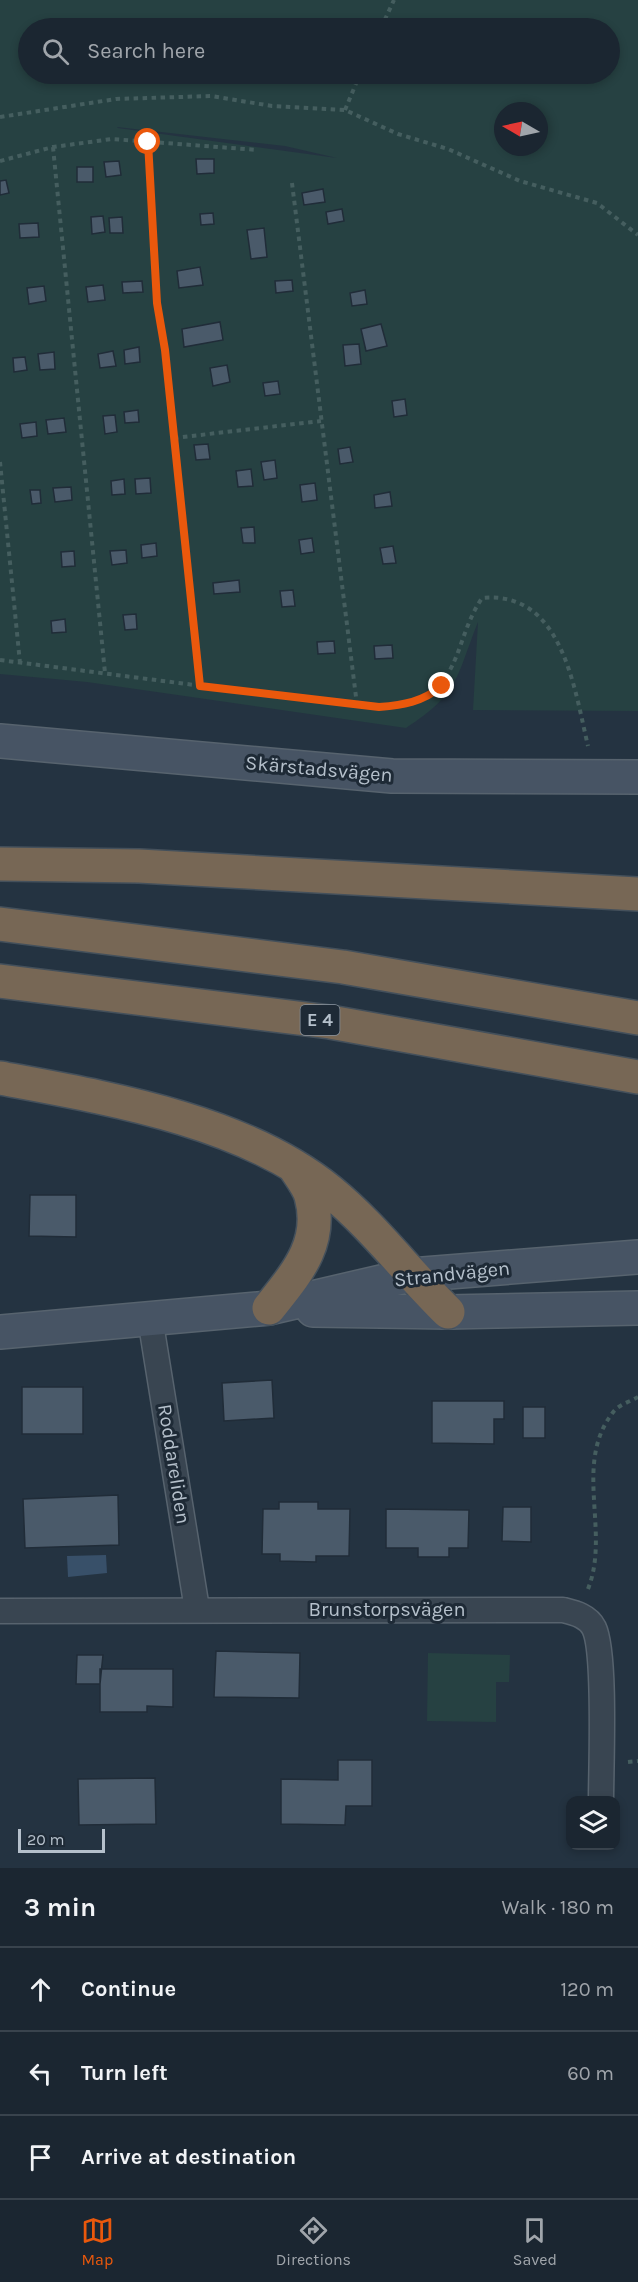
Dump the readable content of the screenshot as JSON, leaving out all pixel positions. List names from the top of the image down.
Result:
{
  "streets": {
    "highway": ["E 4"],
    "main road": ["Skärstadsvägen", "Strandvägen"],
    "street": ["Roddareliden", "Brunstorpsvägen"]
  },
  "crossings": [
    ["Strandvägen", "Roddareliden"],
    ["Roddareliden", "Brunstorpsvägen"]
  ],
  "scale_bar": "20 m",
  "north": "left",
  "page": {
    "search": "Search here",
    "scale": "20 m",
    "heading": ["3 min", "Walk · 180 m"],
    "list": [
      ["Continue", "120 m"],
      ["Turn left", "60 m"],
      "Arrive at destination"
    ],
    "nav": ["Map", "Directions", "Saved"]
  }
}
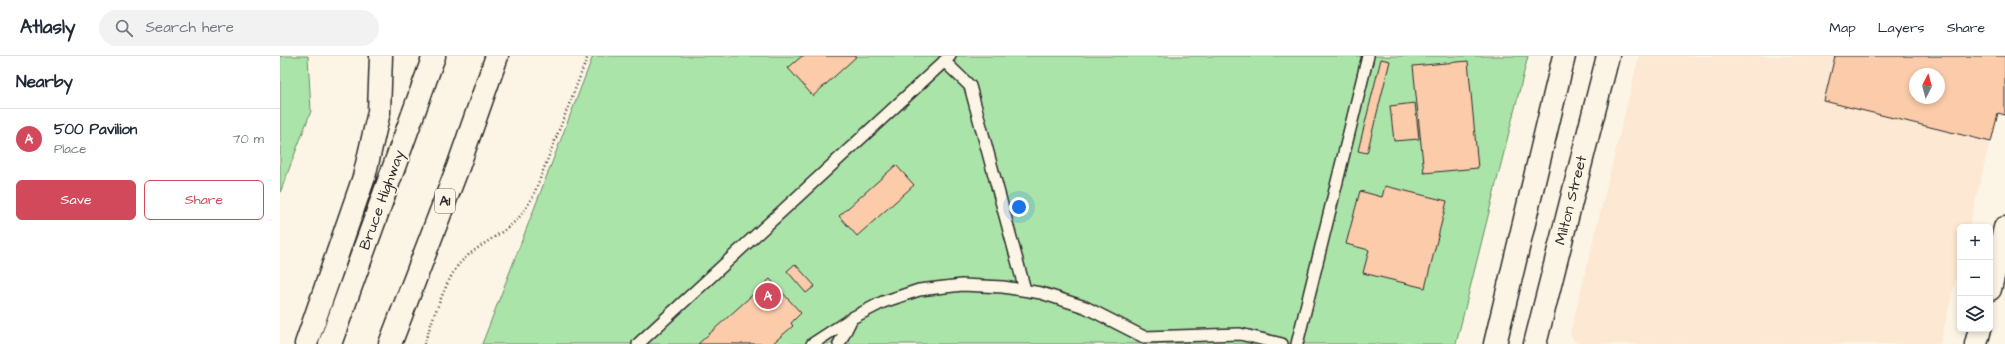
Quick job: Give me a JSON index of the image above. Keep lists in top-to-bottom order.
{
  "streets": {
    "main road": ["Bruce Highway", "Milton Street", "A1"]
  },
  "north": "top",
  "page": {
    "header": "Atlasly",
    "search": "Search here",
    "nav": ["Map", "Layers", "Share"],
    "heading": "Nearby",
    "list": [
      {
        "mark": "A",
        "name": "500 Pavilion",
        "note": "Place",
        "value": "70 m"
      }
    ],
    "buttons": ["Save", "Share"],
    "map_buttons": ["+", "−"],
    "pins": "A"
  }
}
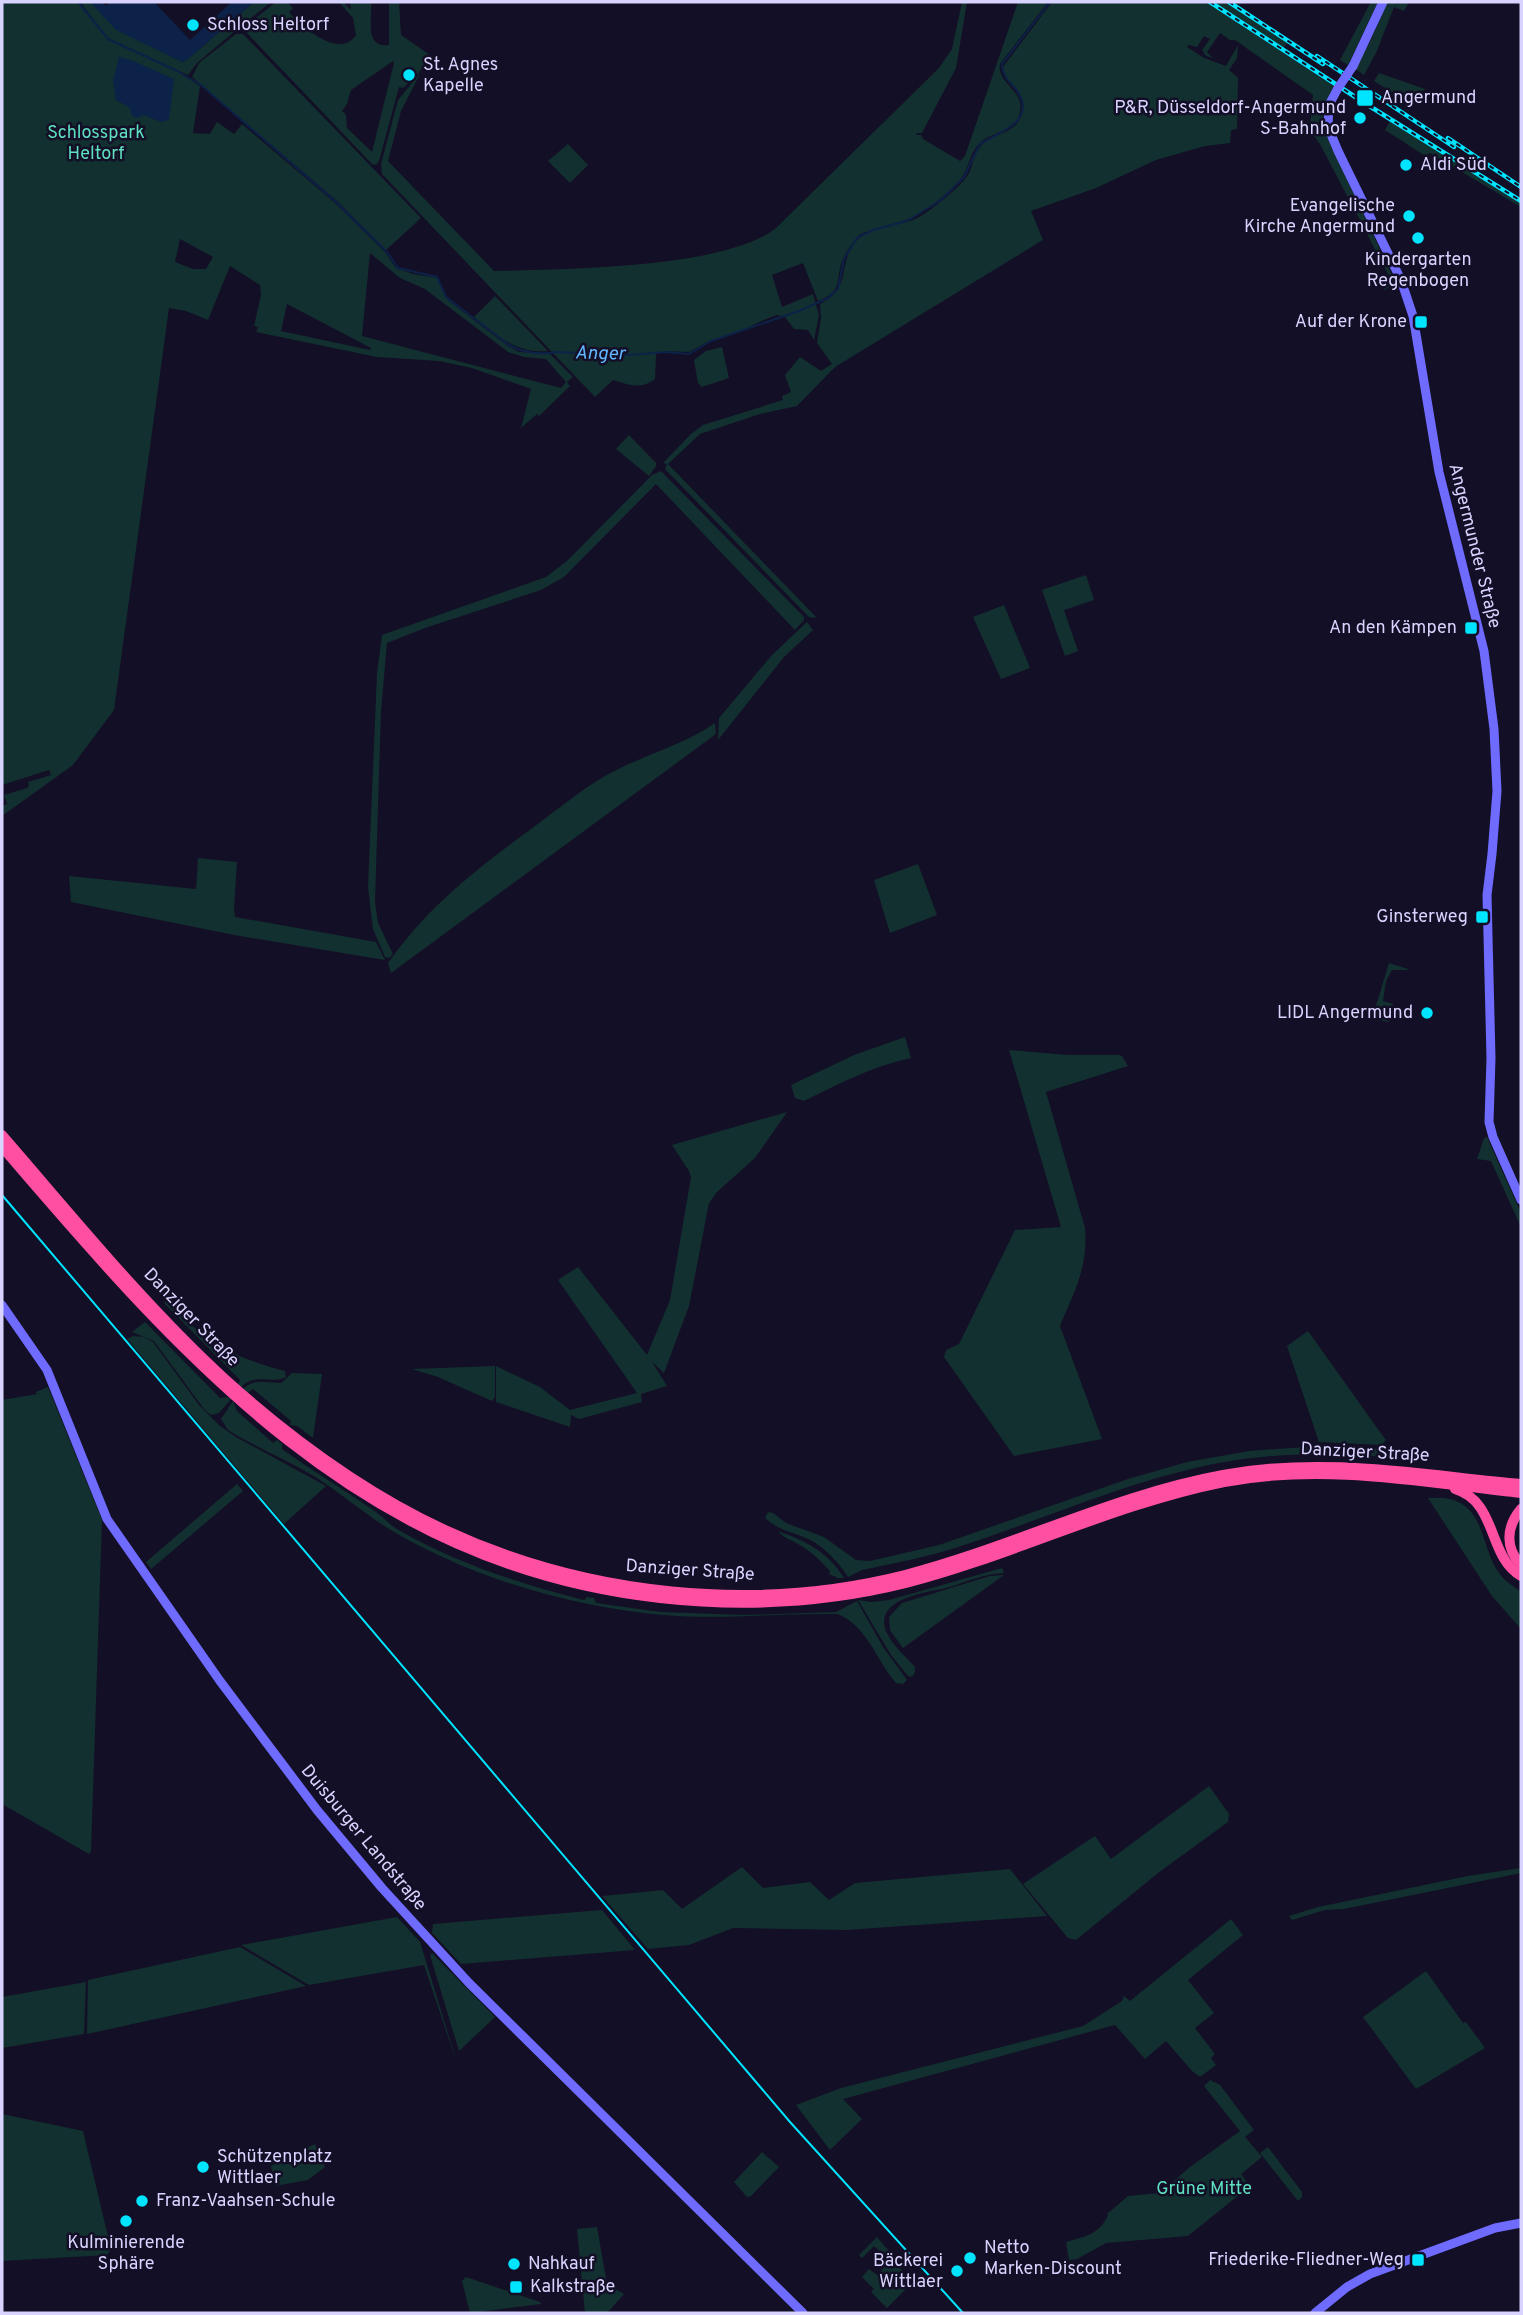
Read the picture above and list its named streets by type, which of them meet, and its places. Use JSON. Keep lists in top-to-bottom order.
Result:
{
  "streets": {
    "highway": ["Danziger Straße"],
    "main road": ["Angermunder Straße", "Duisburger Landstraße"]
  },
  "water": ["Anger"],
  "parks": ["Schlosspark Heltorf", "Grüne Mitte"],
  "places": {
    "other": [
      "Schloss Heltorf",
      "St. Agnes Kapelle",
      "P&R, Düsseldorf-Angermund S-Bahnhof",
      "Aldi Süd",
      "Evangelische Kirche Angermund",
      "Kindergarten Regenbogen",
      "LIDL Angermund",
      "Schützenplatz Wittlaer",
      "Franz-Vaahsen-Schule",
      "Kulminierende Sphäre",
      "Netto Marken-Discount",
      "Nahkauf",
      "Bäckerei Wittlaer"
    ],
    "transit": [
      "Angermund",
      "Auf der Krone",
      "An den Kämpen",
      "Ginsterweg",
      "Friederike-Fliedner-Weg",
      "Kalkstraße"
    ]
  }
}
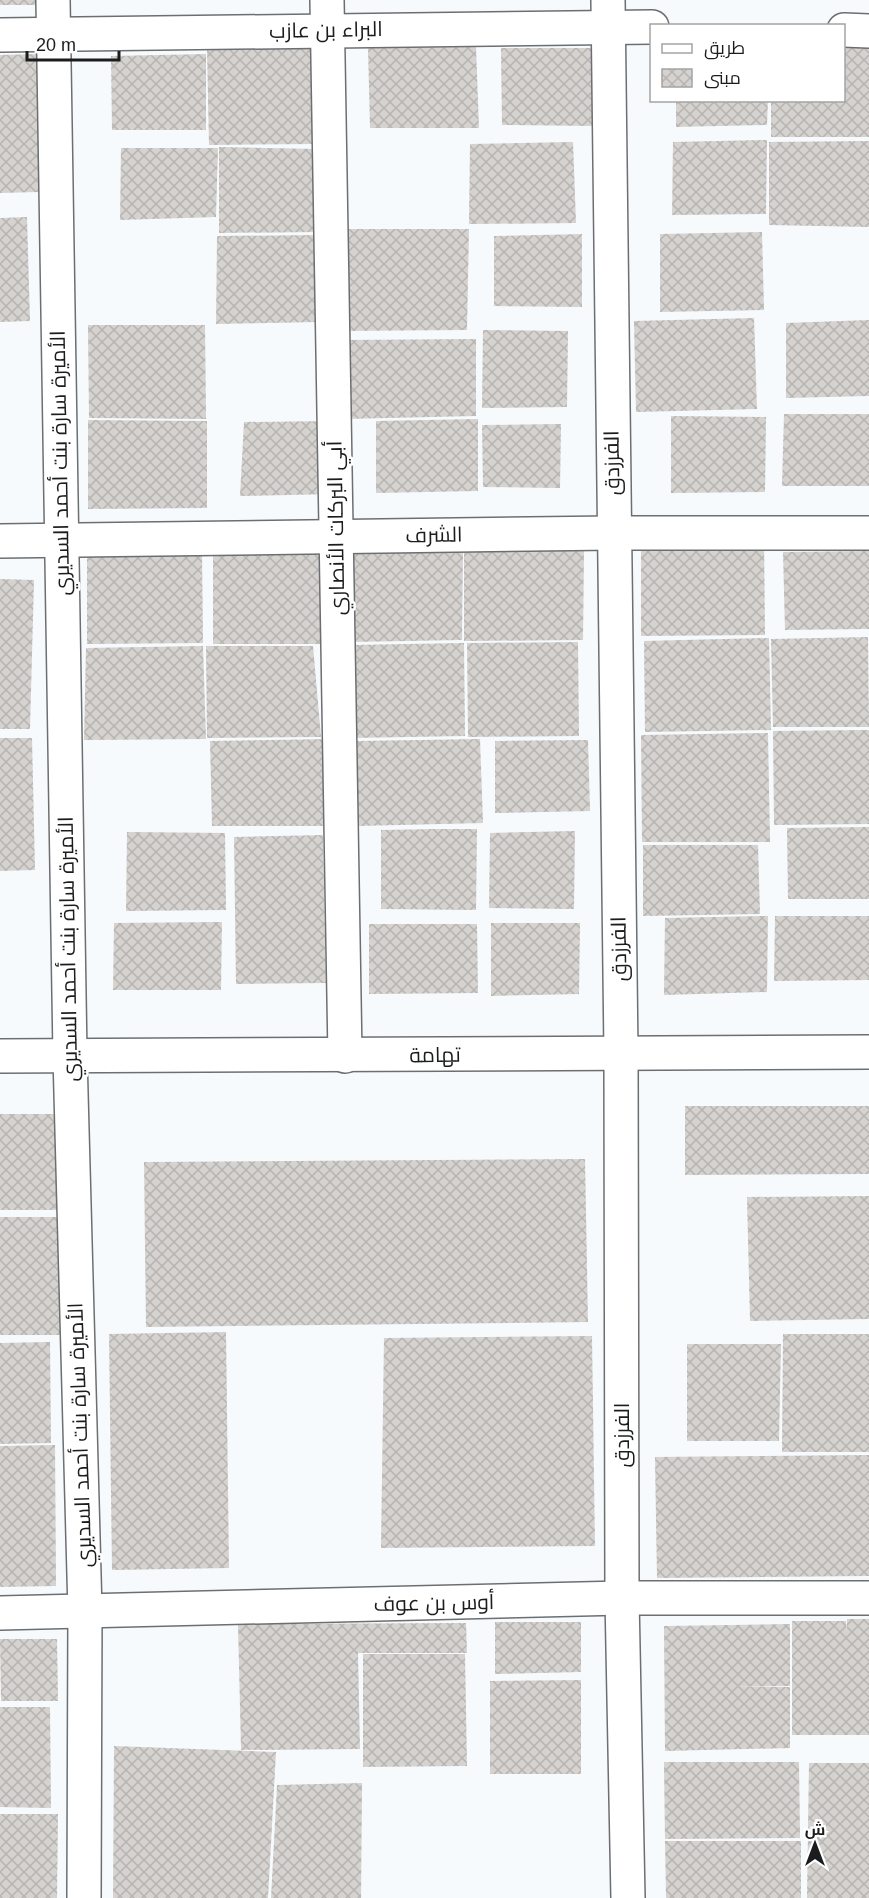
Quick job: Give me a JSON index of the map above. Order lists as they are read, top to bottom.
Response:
# # #
How to complete this task: In the records above, find the line that contains "Read the picture" and retype it and all lines after it exactly, leaving out any pictures.

Exercise answer:
Read the picture above and list its named streets by type, which of them meet, and its places. Use JSON. Keep lists in top-to-bottom order.
Result:
{
  "streets": {
    "highway": ["Danziger Straße"],
    "main road": ["Angermunder Straße", "Duisburger Landstraße"]
  },
  "water": ["Anger"],
  "parks": ["Schlosspark Heltorf", "Grüne Mitte"],
  "places": {
    "other": [
      "Schloss Heltorf",
      "St. Agnes Kapelle",
      "P&R, Düsseldorf-Angermund S-Bahnhof",
      "Aldi Süd",
      "Evangelische Kirche Angermund",
      "Kindergarten Regenbogen",
      "LIDL Angermund",
      "Schützenplatz Wittlaer",
      "Franz-Vaahsen-Schule",
      "Kulminierende Sphäre",
      "Netto Marken-Discount",
      "Nahkauf",
      "Bäckerei Wittlaer"
    ],
    "transit": [
      "Angermund",
      "Auf der Krone",
      "An den Kämpen",
      "Ginsterweg",
      "Friederike-Fliedner-Weg",
      "Kalkstraße"
    ]
  }
}
Quick job: Give me a JSON index of the map above. Order lists as they are read, top to bottom.
Response:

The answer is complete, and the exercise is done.